Task prompt. All that is needed is the number of lines in the records that contain the word "grid", stated without anything else.

───── Extracted records

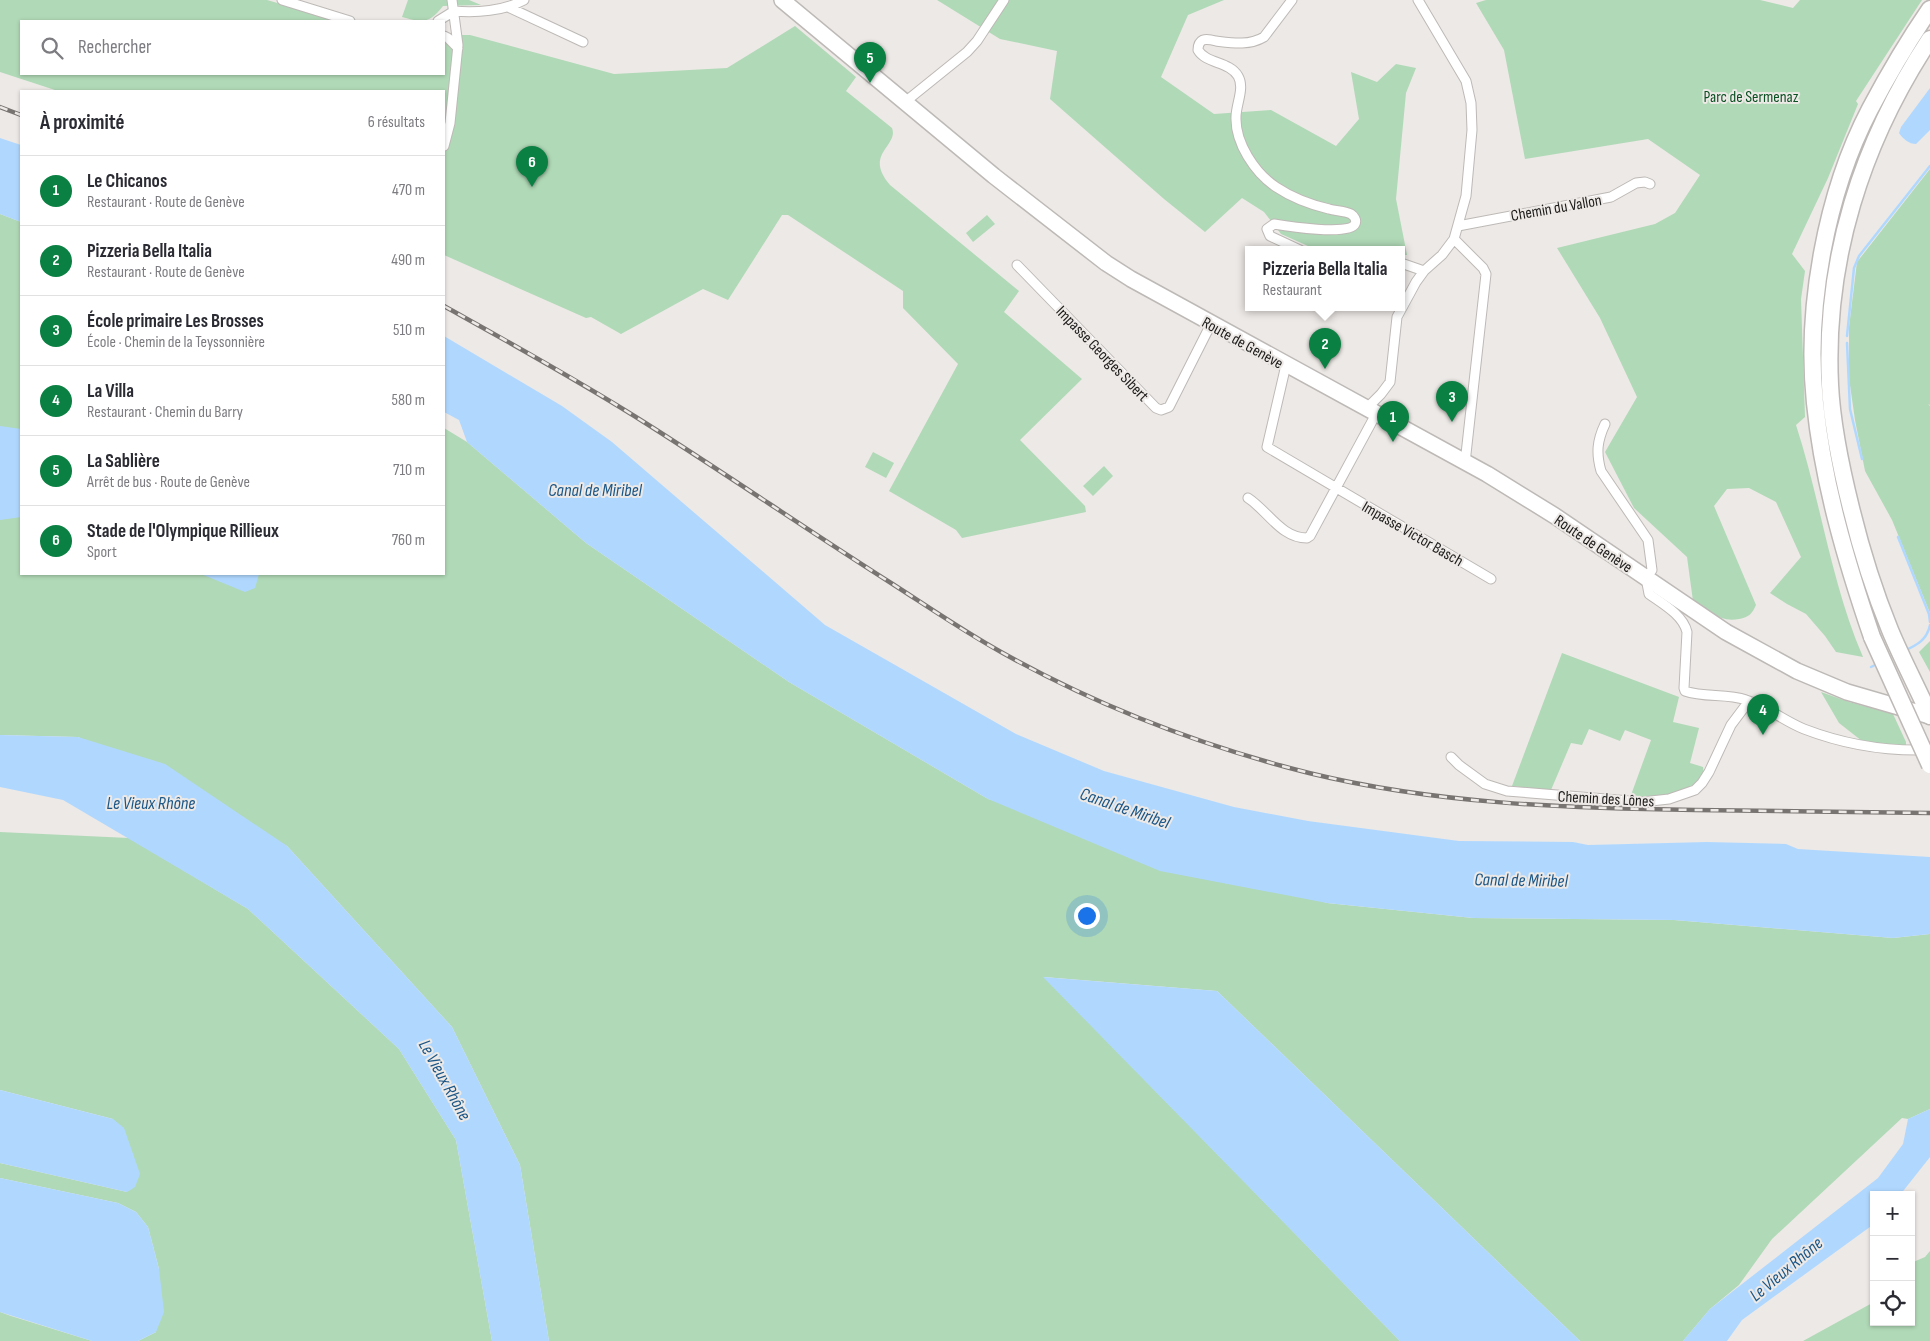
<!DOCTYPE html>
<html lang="fr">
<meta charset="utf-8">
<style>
body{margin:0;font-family:"Sofia Sans Condensed",sans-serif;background:#f2f2f3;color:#2b2b33}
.controls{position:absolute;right:15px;bottom:15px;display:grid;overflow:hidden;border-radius:0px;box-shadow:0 1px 4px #0004}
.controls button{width:45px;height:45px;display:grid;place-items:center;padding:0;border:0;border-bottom:1px solid #e1e1e2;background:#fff;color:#2b2b33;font:25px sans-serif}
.you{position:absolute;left:1086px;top:915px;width:18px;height:18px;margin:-12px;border:4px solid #fff;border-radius:50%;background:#1a73e8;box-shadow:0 0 0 8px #1a73e833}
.badge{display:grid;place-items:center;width:32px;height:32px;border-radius:50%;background:#0b8043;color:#fff;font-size:16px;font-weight:700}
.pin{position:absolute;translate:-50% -41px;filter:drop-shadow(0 1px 2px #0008)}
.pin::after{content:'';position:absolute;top:26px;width:18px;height:15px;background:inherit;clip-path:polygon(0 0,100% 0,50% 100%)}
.popup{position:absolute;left:1245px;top:246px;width:160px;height:65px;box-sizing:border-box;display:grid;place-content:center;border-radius:0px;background:#fff;filter:drop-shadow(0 1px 4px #0005);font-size:16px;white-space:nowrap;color:#7c7c81}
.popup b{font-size:19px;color:#2b2b33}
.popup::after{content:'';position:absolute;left:50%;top:100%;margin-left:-10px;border:10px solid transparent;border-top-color:#fff}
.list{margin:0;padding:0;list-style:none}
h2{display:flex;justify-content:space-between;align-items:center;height:65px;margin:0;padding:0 20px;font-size:21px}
h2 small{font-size:16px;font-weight:400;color:#7c7c81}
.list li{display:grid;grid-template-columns:32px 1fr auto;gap:15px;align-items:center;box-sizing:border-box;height:70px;padding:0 20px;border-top:1px solid #e1e1e2}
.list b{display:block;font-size:19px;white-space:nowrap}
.list p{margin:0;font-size:16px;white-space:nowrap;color:#7c7c81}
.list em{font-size:16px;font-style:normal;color:#7c7c81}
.icon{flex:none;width:28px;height:28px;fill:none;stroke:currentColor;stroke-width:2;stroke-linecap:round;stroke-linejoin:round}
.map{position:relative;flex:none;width:1930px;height:1341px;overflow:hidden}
.search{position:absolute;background:#fff;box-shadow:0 1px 4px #0004;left:20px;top:20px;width:425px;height:55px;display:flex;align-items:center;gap:12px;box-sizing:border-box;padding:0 18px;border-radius:0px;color:#7c7c81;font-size:19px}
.panel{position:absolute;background:#fff;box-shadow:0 1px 4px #0004;left:20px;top:90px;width:425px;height:485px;border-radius:0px}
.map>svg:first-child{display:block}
</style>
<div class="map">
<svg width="1930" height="1341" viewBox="0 0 1930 1341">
<rect width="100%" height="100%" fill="#ede9e6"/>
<path fill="#b0d9b7" d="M0 0H267L339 21H21V74H444V35H470L614 74 727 68 795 26 856 77 846 91 892 128C899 146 863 154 890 185L1019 291 1004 312 1082 379 1020 440 1085 506 1086 512 962 538 956 530 889 491 958 364 903 308V291L788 215H782L728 300 703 289 621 334 591 317 586 318 444 255V91H58L0 72Z
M408 0H469L481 5 443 6C429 24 423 23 402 17Z
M937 0H1224L1188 15 1161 77 1214 114 1271 110 1336 146 1359 119 1351 72 1377 82 1396 64 1416 68 1406 93 1396 199 1407 255H1401V250H1317L1281 234 1264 212 1242 198 1205 232 1164 199 1050 99 1057 51 1000 39Z
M1486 0H1760L1793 8 1800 0H1922L1856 101 1858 104 1828 178 1792 254 1805 271 1801 299 1805 417 1796 425C1821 502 1831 583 1863 657L1836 652 1825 636 1806 614 1787 604 1770 593 1801 557 1776 502 1749 488 1727 489 1714 506 1756 605C1752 614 1749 617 1739 619 1721 623 1708 611 1693 601L1687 557 1634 508 1605 452 1637 397 1600 318 1557 248 1655 224 1675 213 1700 175 1648 139 1525 159 1504 50 1476 3Z
M1930 169V405L1928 404 1930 406V613L1892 520 1865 471 1855 420 1849 378V327L1857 262Z
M0 214 21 222V574H444V428L467 442 586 543 789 682 988 799 1327 903 1473 918 1674 920 1893 938 1930 934V1109L1908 1119 1902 1118 1772 1239 1739 1285 1710 1309 1683 1341H1580L1217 991 1044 977 1400 1341H549L520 1165 452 1027 287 846 78 737 0 735Z
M987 215 995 224 973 242 966 233Z
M873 452 894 463 886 478 865 467Z
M1104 466 1113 476 1093 496 1083 486Z
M1930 641V672L1919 652Z
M1562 653 1679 697 1673 722 1699 728 1690 763 1703 767 1704 776 1691 789 1652 800 1633 798 1631 795 1651 740 1625 730 1620 741 1589 729 1582 745 1571 743 1551 790 1512 786Z
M1821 692 1849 702 1893 714 1906 742V749L1880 746 1876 752 1839 723Z
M0 832 129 838 248 909 399 1049 456 1140 492 1341H138L156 1332 159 1269 148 1227 136 1212 118 1203 0 1178V1163L127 1192 113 1119 0 1090Z
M1930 1251V1341H1803L1874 1302V1322H1911V1263L1925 1257Z
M0 1312 11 1316 92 1341H0Z"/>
<path fill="#b0d8ff" d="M1930 88V130L1916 144C1909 144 1903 139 1899 133L1901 127Z
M0 138 21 145V222L0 214Z
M444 336 562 406 612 442 825 625 1016 734 1104 771 1234 807 1308 821 1459 841 1573 842 1588 845 1707 842 1786 844 1798 849 1930 857V934L1893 938 1674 920 1473 918 1327 903 1160 871 988 799 789 682 586 543 467 442 459 420 444 412Z
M0 426 21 429V517L0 520Z
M201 574H259L255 588 245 592Z
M0 735 78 737 165 764 287 846 452 1027 520 1165 549 1341H492L456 1140 399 1049 248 909 63 800 0 787Z
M1043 977 1217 991 1580 1341H1400Z
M0 1090 113 1119 124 1128 140 1174 135 1187 127 1192 0 1163Z
M1930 1109V1157L1900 1195H1874V1224L1742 1320 1727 1341H1683L1710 1309 1878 1178 1903 1144 1908 1119Z
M0 1178 118 1203 136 1212 148 1227 159 1269 164 1312 156 1332 138 1341H92L0 1312Z"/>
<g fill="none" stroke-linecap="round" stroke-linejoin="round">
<path stroke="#b0d8ff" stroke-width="2.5" d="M1847 336 1854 268 1859 256 1930 166
M1847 343 1850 409 1862 459
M1898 537 1929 614 1930 622
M1904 651C1917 645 1927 640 1930 625
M1871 667 1877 664"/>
<g stroke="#bdb9b6" stroke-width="11">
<path id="minor" d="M282 0 350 21
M1292 0 1264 37C1249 46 1232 43 1216 41 1212 40 1207 39 1203 40 1199 42 1198 45 1198 50 1206 64 1229 61 1238 76 1245 88 1236 104 1236 117 1235 143 1255 173 1276 187 1291 197 1312 205 1329 209 1336 211 1345 211 1351 214 1354 216 1357 220 1355 224 1350 236 1286 226 1274 224L1267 229 1270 236 1300 250
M508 7 583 42
M454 11C476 13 504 11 524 0
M438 21 454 11
M444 36 448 38 458 48
M905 102 967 52 977 41 1004 0
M444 146 450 123 458 45 452 0
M1458 226 1611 197 1636 183 1645 182 1650 184
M1454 239 1483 268 1486 274 1465 463
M1401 263 1424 271
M1017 265 1156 408 1161 410 1169 407 1211 324
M1286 365 1267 447 1491 579
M1366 409 1381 394 1390 382 1397 317 1416 282 1424 271 1442 255 1454 239 1466 196 1472 130 1471 103 1466 81 1418 0
M1605 424C1597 441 1596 453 1601 471L1648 540 1652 570 1646 578 1649 594C1663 604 1683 615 1687 632L1684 688 1685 691C1704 698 1727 693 1746 700 1768 707 1784 721 1804 729 1843 744 1884 751 1925 750
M1248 498C1268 511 1281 538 1307 538L1310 536 1376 414
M1451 757 1459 765 1485 784 1507 791 1642 802 1669 799 1695 790 1702 783 1709 772 1731 725 1749 701"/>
</g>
<g stroke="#bdb9b6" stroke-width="18">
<path id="primary" d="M782 0 994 176 1106 263 1131 279 1487 474 1555 516 1726 632 1797 671 1847 692 1930 716"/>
</g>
<g stroke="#bdb9b6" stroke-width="19">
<path id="motorway" d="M1930 39C1862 142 1824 260 1830 385 1832 426 1841 468 1851 508 1861 549 1874 591 1890 630 1902 659 1917 687 1930 716
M1872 637C1846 561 1823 483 1815 403 1805 309 1826 193 1870 109 1888 75 1908 41 1930 9"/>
</g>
<use href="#minor" stroke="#fff" stroke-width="9"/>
<use href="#primary" stroke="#fff" stroke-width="15"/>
<use href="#motorway" stroke="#fff" stroke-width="16"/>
<g stroke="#777472" stroke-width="4.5">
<path id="rail" d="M0 107 21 115
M444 306C512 344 581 382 647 424 729 476 809 531 891 583 927 606 963 631 1001 652 1097 706 1202 746 1309 773 1436 804 1565 808 1695 810 1773 811 1852 812 1930 813"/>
</g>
<use href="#rail" stroke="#ede9e6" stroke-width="2.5" stroke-dasharray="8" stroke-linecap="butt"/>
<g stroke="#bdb9b6" stroke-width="19" stroke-linecap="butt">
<path id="motorway-bridge" d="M1872 637 1930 765"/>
</g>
<use href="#motorway-bridge" stroke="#fff" stroke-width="16"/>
</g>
<g text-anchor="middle" stroke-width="4" stroke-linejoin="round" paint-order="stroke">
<g font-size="16" fill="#0a4f22" stroke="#ede9e6">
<text x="1751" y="102">Parc de Sermenaz</text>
</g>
<g font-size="16" fill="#1d1c1b" stroke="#ede9e6">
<text transform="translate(1556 207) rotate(-10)" y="6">Chemin du Vallon</text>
<text transform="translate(1243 342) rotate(29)" y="6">Route de Genève</text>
<text transform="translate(1103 353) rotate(46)" y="6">Impasse Georges Sibert</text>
<text transform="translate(1413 533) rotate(30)" y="6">Impasse Victor Basch</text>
<text transform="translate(1594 543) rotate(34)" y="6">Route de Genève</text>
<text transform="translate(1606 798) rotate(3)" y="6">Chemin des Lônes</text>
</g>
<g font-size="18" font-style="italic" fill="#1b5686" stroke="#ede9e6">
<text x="595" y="496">Canal de Miribel</text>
<text x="151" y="809">Le Vieux Rhône</text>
<text transform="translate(1125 808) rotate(19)" y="6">Canal de Miribel</text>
<text transform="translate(1521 880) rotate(1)" y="6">Canal de Miribel</text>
<text transform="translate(445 1080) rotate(61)" y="6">Le Vieux Rhône</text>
<text transform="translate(1786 1269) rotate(-40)" y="6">Le Vieux Rhône</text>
</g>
</g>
</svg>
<div class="controls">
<button>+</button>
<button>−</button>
<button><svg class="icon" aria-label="locate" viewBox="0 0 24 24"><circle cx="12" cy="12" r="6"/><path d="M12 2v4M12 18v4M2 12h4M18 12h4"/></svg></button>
</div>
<div class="you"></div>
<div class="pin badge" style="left:1393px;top:442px">1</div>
<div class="pin badge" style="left:1325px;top:369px">2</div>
<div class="popup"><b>Pizzeria Bella Italia</b>Restaurant</div>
<div class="pin badge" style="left:1452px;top:422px">3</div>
<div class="pin badge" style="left:1763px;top:735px">4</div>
<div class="pin badge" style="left:870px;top:83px">5</div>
<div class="pin badge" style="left:532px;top:187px">6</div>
<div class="search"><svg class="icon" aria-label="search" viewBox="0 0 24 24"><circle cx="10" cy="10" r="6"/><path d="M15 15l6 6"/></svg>Rechercher</div>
<section class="panel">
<h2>À proximité<small>6 résultats</small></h2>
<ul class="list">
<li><span class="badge">1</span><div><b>Le Chicanos</b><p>Restaurant · Route de Genève</p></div><em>470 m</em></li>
<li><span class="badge">2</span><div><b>Pizzeria Bella Italia</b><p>Restaurant · Route de Genève</p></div><em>490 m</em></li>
<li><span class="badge">3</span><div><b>École primaire Les Brosses</b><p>École · Chemin de la Teyssonnière</p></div><em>510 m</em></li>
<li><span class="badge">4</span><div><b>La Villa</b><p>Restaurant · Chemin du Barry</p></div><em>580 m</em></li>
<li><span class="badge">5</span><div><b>La Sablière</b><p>Arrêt de bus · Route de Genève</p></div><em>710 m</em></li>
<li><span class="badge">6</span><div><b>Stade de l'Olympique Rillieux</b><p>Sport</p></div><em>760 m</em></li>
</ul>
</section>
</div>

──────────

Written solution. 5